> _Exercise brief_
Every entry below must be transcribed word for word, and the images must be left out.

> _Records for processing_
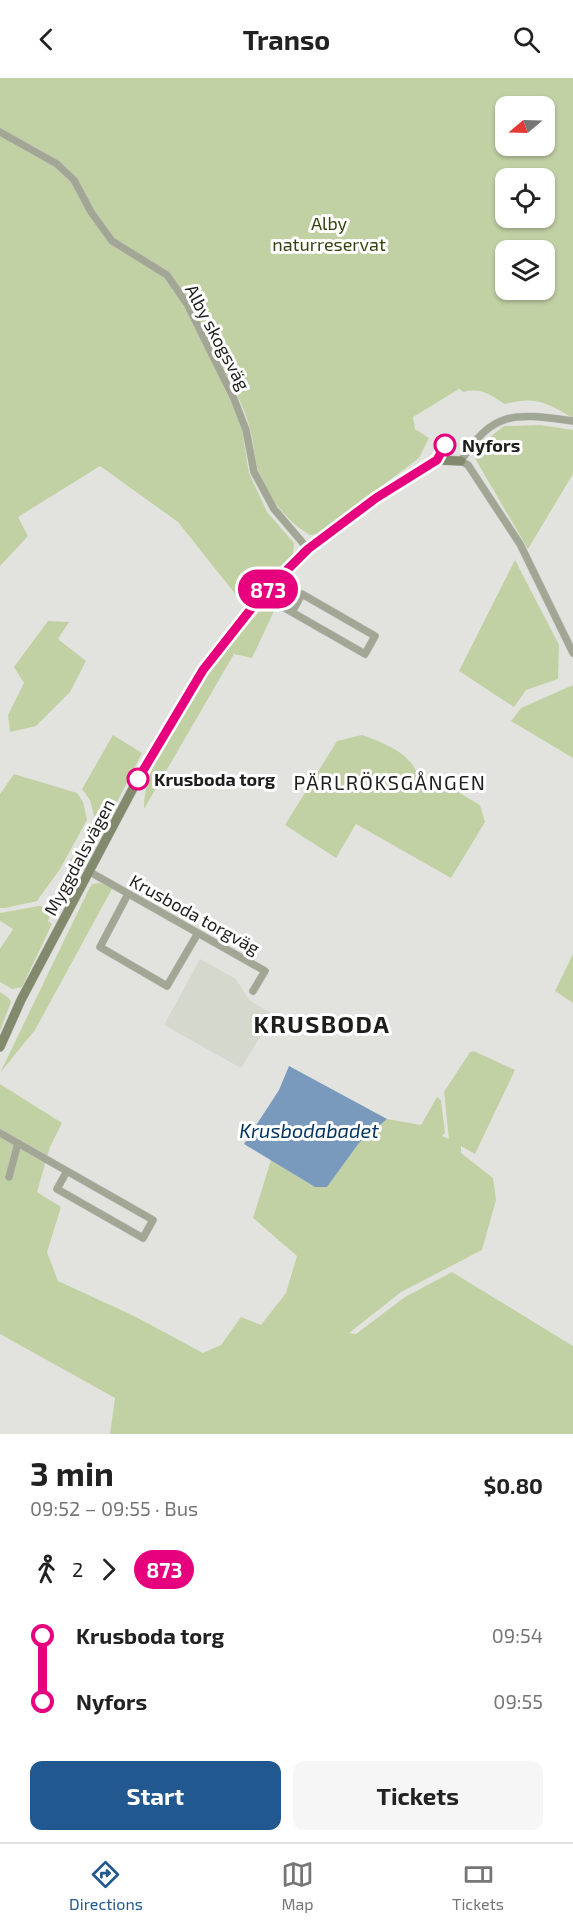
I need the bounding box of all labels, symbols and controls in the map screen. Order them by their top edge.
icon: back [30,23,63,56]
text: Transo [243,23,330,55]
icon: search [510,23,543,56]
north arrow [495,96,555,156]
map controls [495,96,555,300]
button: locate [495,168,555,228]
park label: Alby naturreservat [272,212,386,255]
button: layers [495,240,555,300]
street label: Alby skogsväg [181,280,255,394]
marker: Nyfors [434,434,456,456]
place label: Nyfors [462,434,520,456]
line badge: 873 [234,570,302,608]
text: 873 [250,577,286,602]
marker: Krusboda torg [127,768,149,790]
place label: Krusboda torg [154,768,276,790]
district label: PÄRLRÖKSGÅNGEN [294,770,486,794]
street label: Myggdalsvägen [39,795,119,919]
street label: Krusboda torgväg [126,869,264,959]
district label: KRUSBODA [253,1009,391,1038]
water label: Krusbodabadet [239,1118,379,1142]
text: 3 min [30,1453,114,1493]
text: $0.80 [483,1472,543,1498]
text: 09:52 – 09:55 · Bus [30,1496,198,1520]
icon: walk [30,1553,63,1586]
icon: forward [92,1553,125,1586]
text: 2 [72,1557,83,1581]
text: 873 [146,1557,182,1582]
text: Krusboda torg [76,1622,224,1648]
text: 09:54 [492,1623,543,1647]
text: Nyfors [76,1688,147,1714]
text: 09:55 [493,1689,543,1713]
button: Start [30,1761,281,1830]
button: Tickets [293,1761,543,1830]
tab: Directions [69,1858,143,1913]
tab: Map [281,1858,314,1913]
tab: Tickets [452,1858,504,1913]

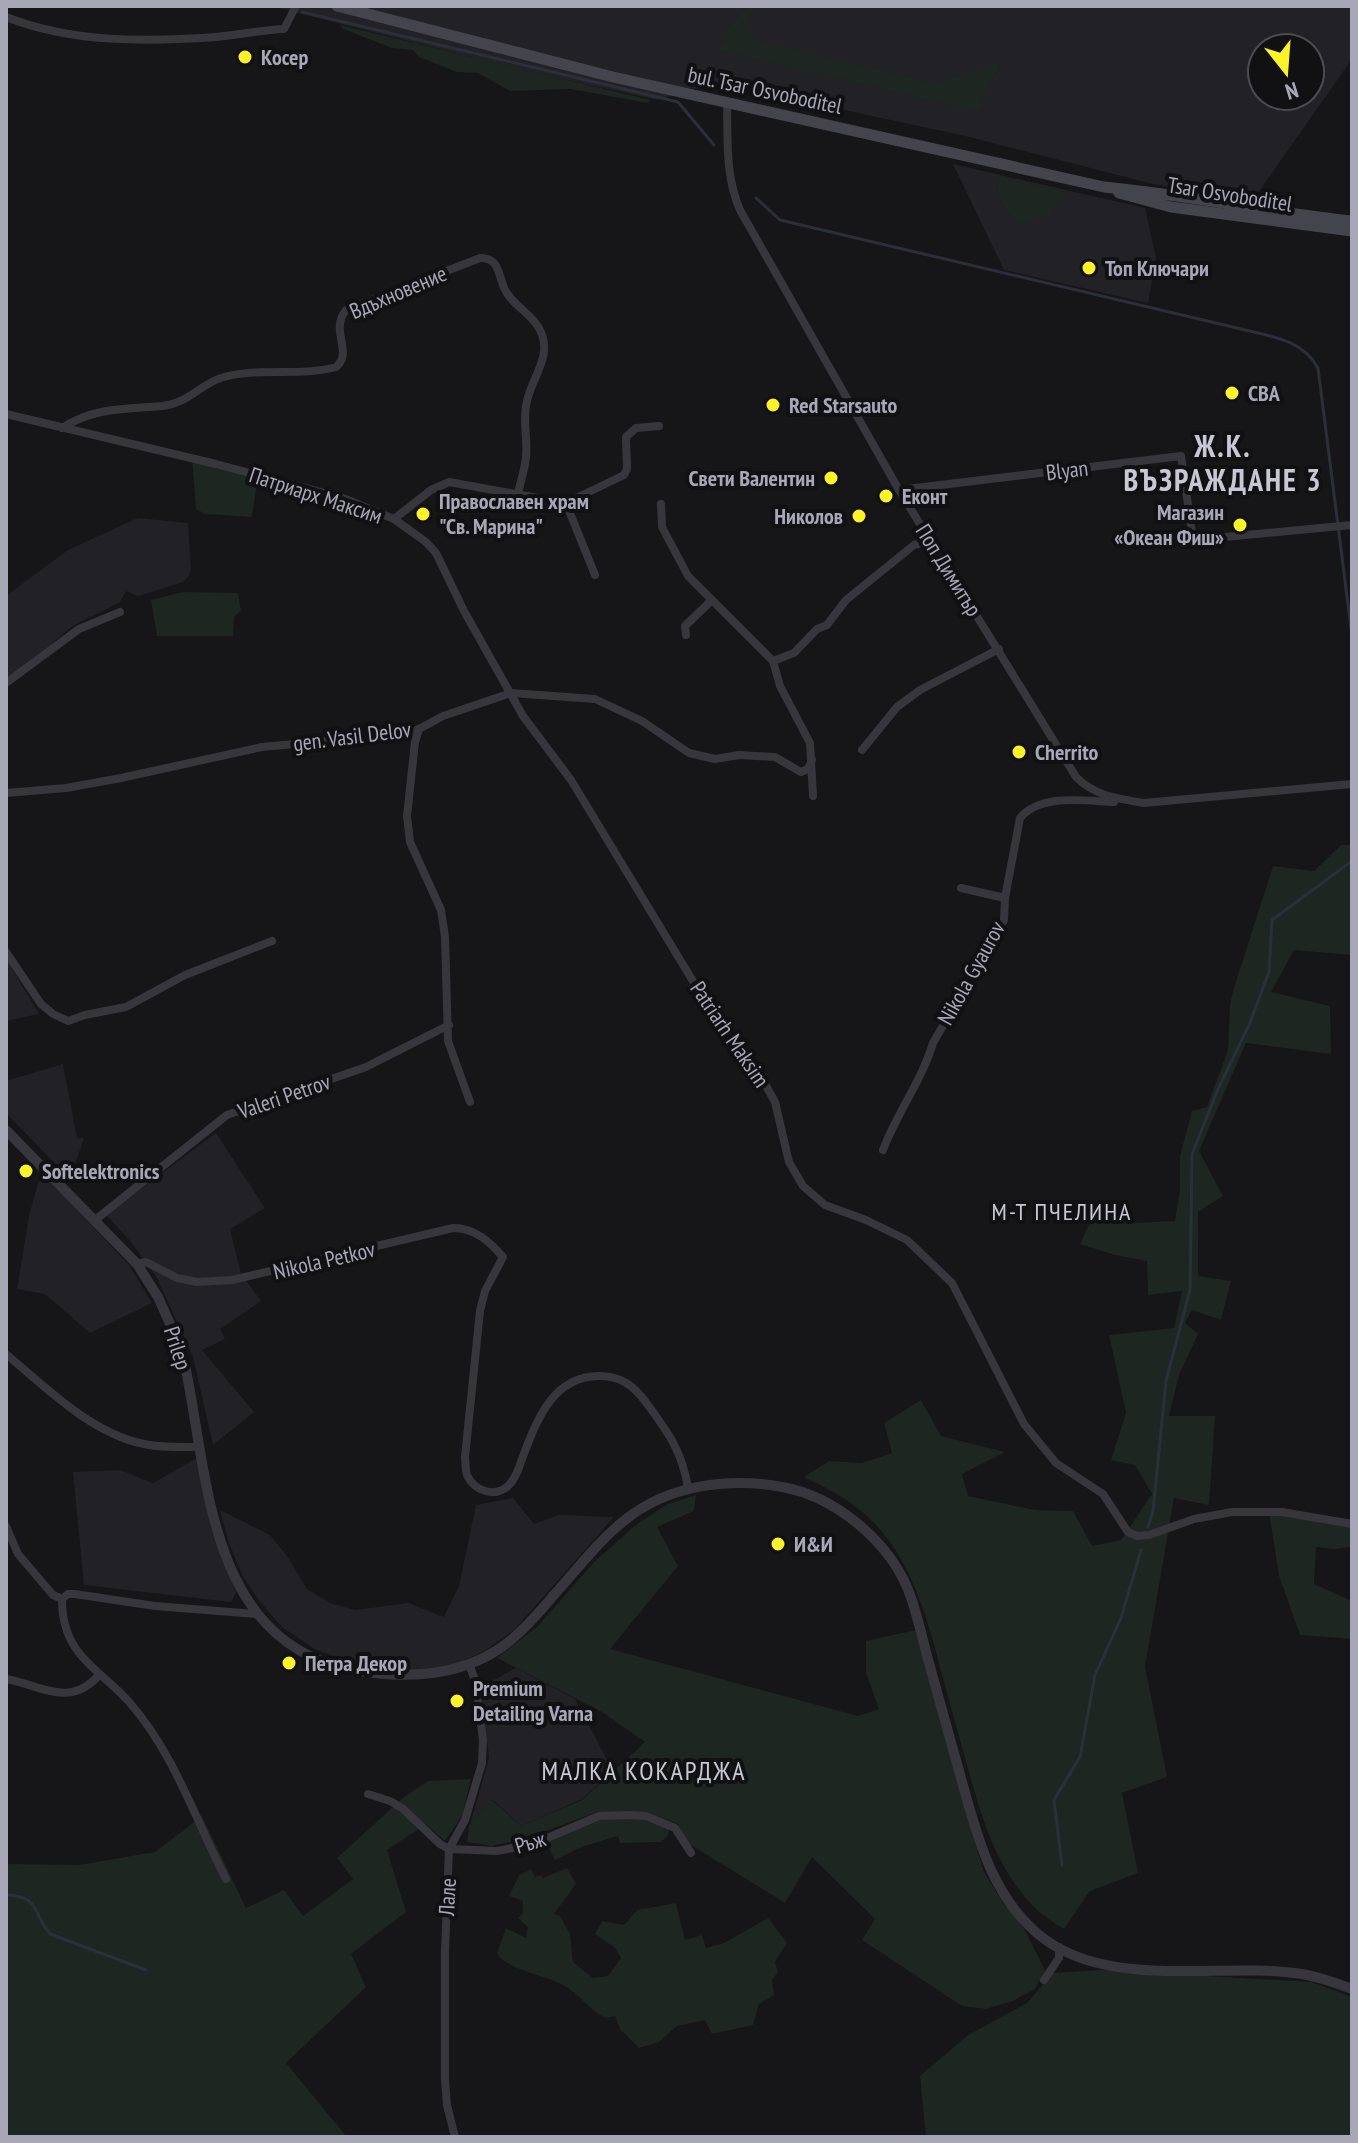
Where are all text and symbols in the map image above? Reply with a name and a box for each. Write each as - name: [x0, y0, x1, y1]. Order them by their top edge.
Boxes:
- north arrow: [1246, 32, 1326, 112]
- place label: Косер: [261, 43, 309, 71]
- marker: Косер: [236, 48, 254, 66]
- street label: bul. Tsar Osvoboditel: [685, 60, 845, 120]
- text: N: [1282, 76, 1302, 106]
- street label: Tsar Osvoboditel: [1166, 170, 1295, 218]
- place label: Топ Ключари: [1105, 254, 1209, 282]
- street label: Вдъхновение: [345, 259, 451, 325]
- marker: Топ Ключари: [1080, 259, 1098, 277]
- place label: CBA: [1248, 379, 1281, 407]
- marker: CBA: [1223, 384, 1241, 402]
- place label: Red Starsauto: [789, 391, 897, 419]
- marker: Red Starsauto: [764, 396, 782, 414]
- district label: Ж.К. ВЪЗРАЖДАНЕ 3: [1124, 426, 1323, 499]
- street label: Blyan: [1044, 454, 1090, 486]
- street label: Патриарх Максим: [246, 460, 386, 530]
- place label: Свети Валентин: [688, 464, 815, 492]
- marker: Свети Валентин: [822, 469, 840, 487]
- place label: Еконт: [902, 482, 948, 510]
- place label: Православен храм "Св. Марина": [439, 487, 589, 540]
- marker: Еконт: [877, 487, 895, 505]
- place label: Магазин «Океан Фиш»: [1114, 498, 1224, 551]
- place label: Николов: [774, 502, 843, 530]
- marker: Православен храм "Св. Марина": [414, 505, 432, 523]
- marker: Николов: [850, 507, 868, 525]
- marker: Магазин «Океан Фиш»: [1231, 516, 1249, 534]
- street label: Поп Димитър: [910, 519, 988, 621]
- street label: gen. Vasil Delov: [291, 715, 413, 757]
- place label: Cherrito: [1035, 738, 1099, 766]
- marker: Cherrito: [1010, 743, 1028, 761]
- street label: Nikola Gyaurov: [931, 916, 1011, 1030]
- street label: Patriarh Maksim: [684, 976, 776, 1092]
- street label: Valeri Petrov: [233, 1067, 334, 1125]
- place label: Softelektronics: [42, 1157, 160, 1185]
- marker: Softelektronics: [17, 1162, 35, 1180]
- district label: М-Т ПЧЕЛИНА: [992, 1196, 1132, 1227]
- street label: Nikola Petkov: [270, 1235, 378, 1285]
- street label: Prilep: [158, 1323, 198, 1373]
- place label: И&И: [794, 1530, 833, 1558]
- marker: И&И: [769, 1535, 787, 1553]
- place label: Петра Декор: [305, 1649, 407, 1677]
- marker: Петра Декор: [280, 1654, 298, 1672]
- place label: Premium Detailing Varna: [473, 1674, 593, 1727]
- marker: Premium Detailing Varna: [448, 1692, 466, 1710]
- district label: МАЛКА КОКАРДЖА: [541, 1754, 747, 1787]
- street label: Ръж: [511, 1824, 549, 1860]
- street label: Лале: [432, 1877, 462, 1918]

> _Response to this task_
I need the bounding box of all labels, symbols and controls in the map screen. Order them by their top edge.
icon: back [30,23,63,56]
text: Transo [243,23,330,55]
icon: search [510,23,543,56]
north arrow [495,96,555,156]
map controls [495,96,555,300]
button: locate [495,168,555,228]
park label: Alby naturreservat [272,212,386,255]
button: layers [495,240,555,300]
street label: Alby skogsväg [181,280,255,394]
marker: Nyfors [434,434,456,456]
place label: Nyfors [462,434,520,456]
line badge: 873 [234,570,302,608]
text: 873 [250,577,286,602]
marker: Krusboda torg [127,768,149,790]
place label: Krusboda torg [154,768,276,790]
district label: PÄRLRÖKSGÅNGEN [294,770,486,794]
street label: Myggdalsvägen [39,795,119,919]
street label: Krusboda torgväg [126,869,264,959]
district label: KRUSBODA [253,1009,391,1038]
water label: Krusbodabadet [239,1118,379,1142]
text: 3 min [30,1453,114,1493]
text: $0.80 [483,1472,543,1498]
text: 09:52 – 09:55 · Bus [30,1496,198,1520]
icon: walk [30,1553,63,1586]
icon: forward [92,1553,125,1586]
text: 2 [72,1557,83,1581]
text: 873 [146,1557,182,1582]
text: Krusboda torg [76,1622,224,1648]
text: 09:54 [492,1623,543,1647]
text: Nyfors [76,1688,147,1714]
text: 09:55 [493,1689,543,1713]
button: Start [30,1761,281,1830]
button: Tickets [293,1761,543,1830]
tab: Directions [69,1858,143,1913]
tab: Map [281,1858,314,1913]
tab: Tickets [452,1858,504,1913]

Where are all text and symbols in the map image above? Reply with a name and a box for each. Write each as - name: [x0, y0, x1, y1]. Order them by their top edge.
Boxes:
- north arrow: [1246, 32, 1326, 112]
- place label: Косер: [261, 43, 309, 71]
- marker: Косер: [236, 48, 254, 66]
- street label: bul. Tsar Osvoboditel: [685, 60, 845, 120]
- text: N: [1282, 76, 1302, 106]
- street label: Tsar Osvoboditel: [1166, 170, 1295, 218]
- place label: Топ Ключари: [1105, 254, 1209, 282]
- street label: Вдъхновение: [345, 259, 451, 325]
- marker: Топ Ключари: [1080, 259, 1098, 277]
- place label: CBA: [1248, 379, 1281, 407]
- marker: CBA: [1223, 384, 1241, 402]
- place label: Red Starsauto: [789, 391, 897, 419]
- marker: Red Starsauto: [764, 396, 782, 414]
- district label: Ж.К. ВЪЗРАЖДАНЕ 3: [1124, 426, 1323, 499]
- street label: Blyan: [1044, 454, 1090, 486]
- street label: Патриарх Максим: [246, 460, 386, 530]
- place label: Свети Валентин: [688, 464, 815, 492]
- marker: Свети Валентин: [822, 469, 840, 487]
- place label: Еконт: [902, 482, 948, 510]
- place label: Православен храм "Св. Марина": [439, 487, 589, 540]
- marker: Еконт: [877, 487, 895, 505]
- place label: Магазин «Океан Фиш»: [1114, 498, 1224, 551]
- place label: Николов: [774, 502, 843, 530]
- marker: Православен храм "Св. Марина": [414, 505, 432, 523]
- marker: Николов: [850, 507, 868, 525]
- marker: Магазин «Океан Фиш»: [1231, 516, 1249, 534]
- street label: Поп Димитър: [910, 519, 988, 621]
- street label: gen. Vasil Delov: [291, 715, 413, 757]
- place label: Cherrito: [1035, 738, 1099, 766]
- marker: Cherrito: [1010, 743, 1028, 761]
- street label: Nikola Gyaurov: [931, 916, 1011, 1030]
- street label: Patriarh Maksim: [684, 976, 776, 1092]
- street label: Valeri Petrov: [233, 1067, 334, 1125]
- place label: Softelektronics: [42, 1157, 160, 1185]
- marker: Softelektronics: [17, 1162, 35, 1180]
- district label: М-Т ПЧЕЛИНА: [992, 1196, 1132, 1227]
- street label: Nikola Petkov: [270, 1235, 378, 1285]
- street label: Prilep: [158, 1323, 198, 1373]
- place label: И&И: [794, 1530, 833, 1558]
- marker: И&И: [769, 1535, 787, 1553]
- place label: Петра Декор: [305, 1649, 407, 1677]
- marker: Петра Декор: [280, 1654, 298, 1672]
- place label: Premium Detailing Varna: [473, 1674, 593, 1727]
- marker: Premium Detailing Varna: [448, 1692, 466, 1710]
- district label: МАЛКА КОКАРДЖА: [541, 1754, 747, 1787]
- street label: Ръж: [511, 1824, 549, 1860]
- street label: Лале: [432, 1877, 462, 1918]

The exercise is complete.